Sunday 21 January 2018

How to pick best lower-cost health policy for your family

Families can be left hoping their policies will be enough when the time comes – but there are alternatives

Charlie Weston

Charlie Weston

INTENSE competition among the four health insurers to keep families with children on their books has prompted the launch of a range of lower-priced plans. These new plans have been launched because most of those ditching their cover are in their 30s and 40s, with young children.

This age group is being driven out of the market by the doubling in the cost of cover since the savage squeeze on household incomes began in 2008.

But consumers opting for these new low-cost plans have been warned that they come with a number of important drawbacks.

These new plans typically restrict the number and types of hospitals covered. Some only cover public hospitals, and then only a limited number of these.

Another feature of the new low-cost plans is that many of them have co-payments on certain restricted procedures that are carried out in private hospitals. This is where you have to make a payment towards the treatment.

Consumers are also being forced to take on policy excesses for all admissions to private hospitals. This is where you pay the first amount of the claim for hospital treatment.

When first launched, these ranged from €75 to €125 per admission.

However, these have increased to over €500 per admission on certain plans as consumers are now forced to accept higher levels of risk in return for lower costs, according to Dermot Goode of

Previously, hi-tech cardiac cover was included on most plans to give consumers access to the likes of Blackrock Clinic, Mater Private and Beacon Hospital – all in Dublin – for certain major cardiac procedures.

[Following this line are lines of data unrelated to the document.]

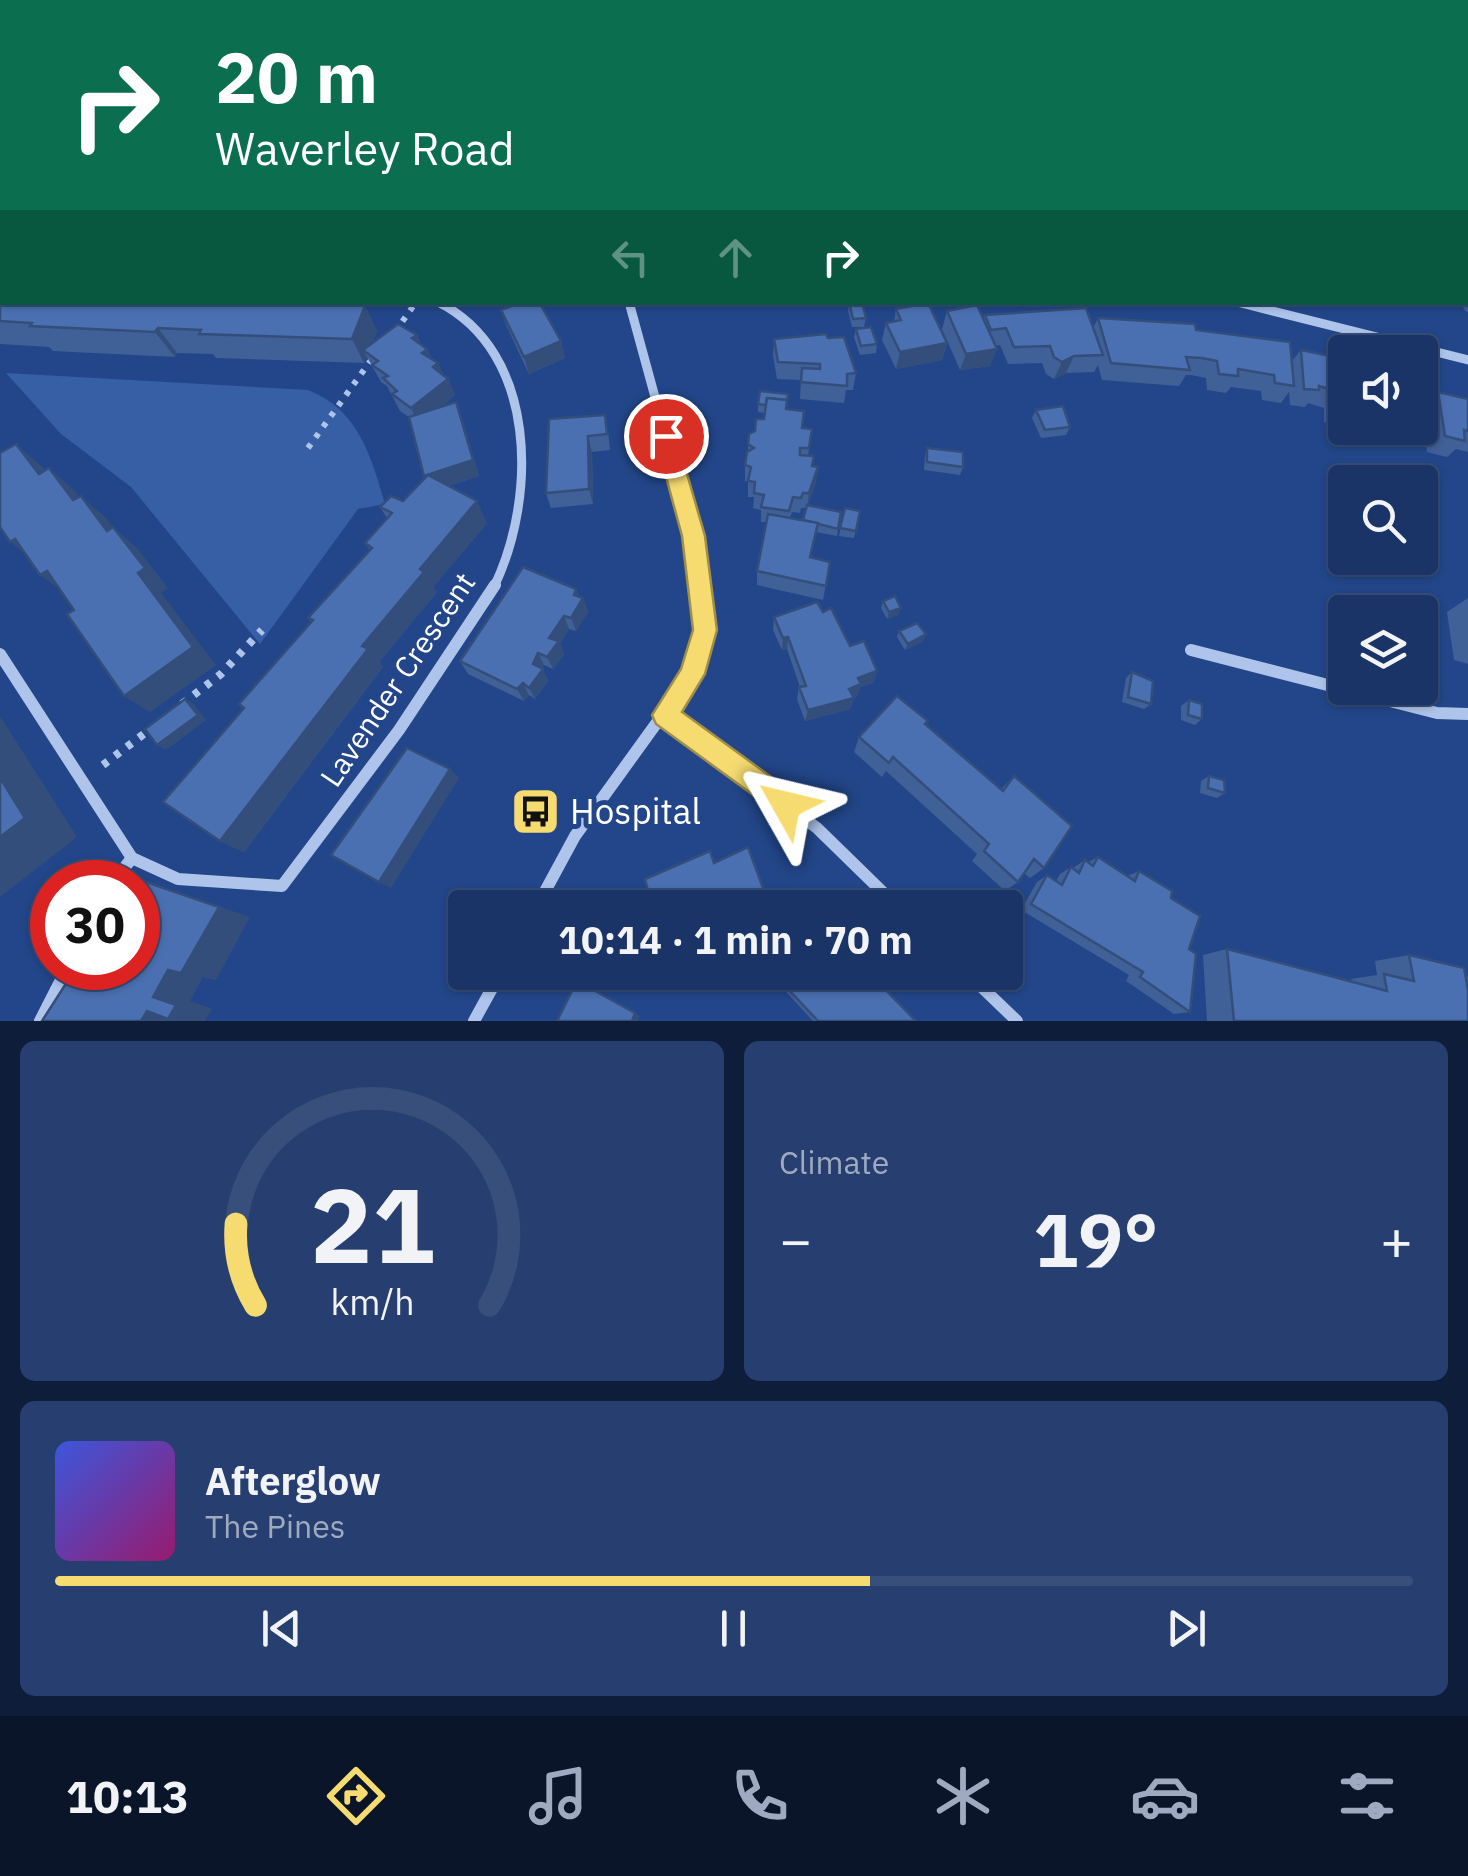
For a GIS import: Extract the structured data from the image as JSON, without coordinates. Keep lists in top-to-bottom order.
{
  "streets": {
    "street": ["Lavender Crescent"]
  },
  "places": {
    "bus stop": ["Hospital"]
  },
  "page": {
    "turn": ["20 m", "Waverley Road"],
    "limit": "30",
    "trip": "10:14 · 1 min · 70 m",
    "tile": "Climate",
    "heat": ["−", "19°", "+"],
    "song": ["Afterglow", "The Pines"],
    "tabs": "10:13",
    "gauge": ["21", "km/h"]
  }
}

However, many of the latest mid-level plans now exclude these hospitals as the insurers try to reduce their costs to offer lower premium plans.

Network plans are now commonplace across the market which refers to products that cover "most" public and private hospitals.

Mr Goode said: "Gone are the days where all public and private hospitals are guaranteed to be covered.

"Consumers now have to ensure that the plan selected covers their preferred hospitals. They also need to accept the additional risk that they may be referred to a hospital not covered by their plan."

The bottom line is that health insurance used to be relatively straightforward in that all mid-level plans covered all hospitals with no excesses (excluding hi-tech facilities).

Now consumers are being forced to "gamble" by opting for lower levels of cover that they hope will meet their requirements if hospital treatment is required, Mr Goode added.

In the past two weeks, the second largest health insurer, Laya Healthcare, announced price cuts of between 10pc and 30pc.

The reductions, which come into effect from August 1, include policies which members can tailor to meet their own needs under its "Create Your Scheme" offer.

It is also cutting the adult rate on five other products by up to 22pc; Essential Connect, Essential First, Essential Connect Saver, Essential Starter and Essential Plus Excess.

A spokesman said that currently members pay from €44.18 per month for an adult and €17.85 per month for a child, for health insurance cover with "Create Your Scheme".

From August 1 this option is subject to a 30pc reduction for a child, reducing to €13.21.

Where a member makes a choice on the level of cover to suit their needs, the percentage price reduction would vary.

Managing director Donal Clancy said: "Our promise to members is that we are looking after you always. We are continuously striving to do that in every way possible and we are now offering major reductions on our most popular products."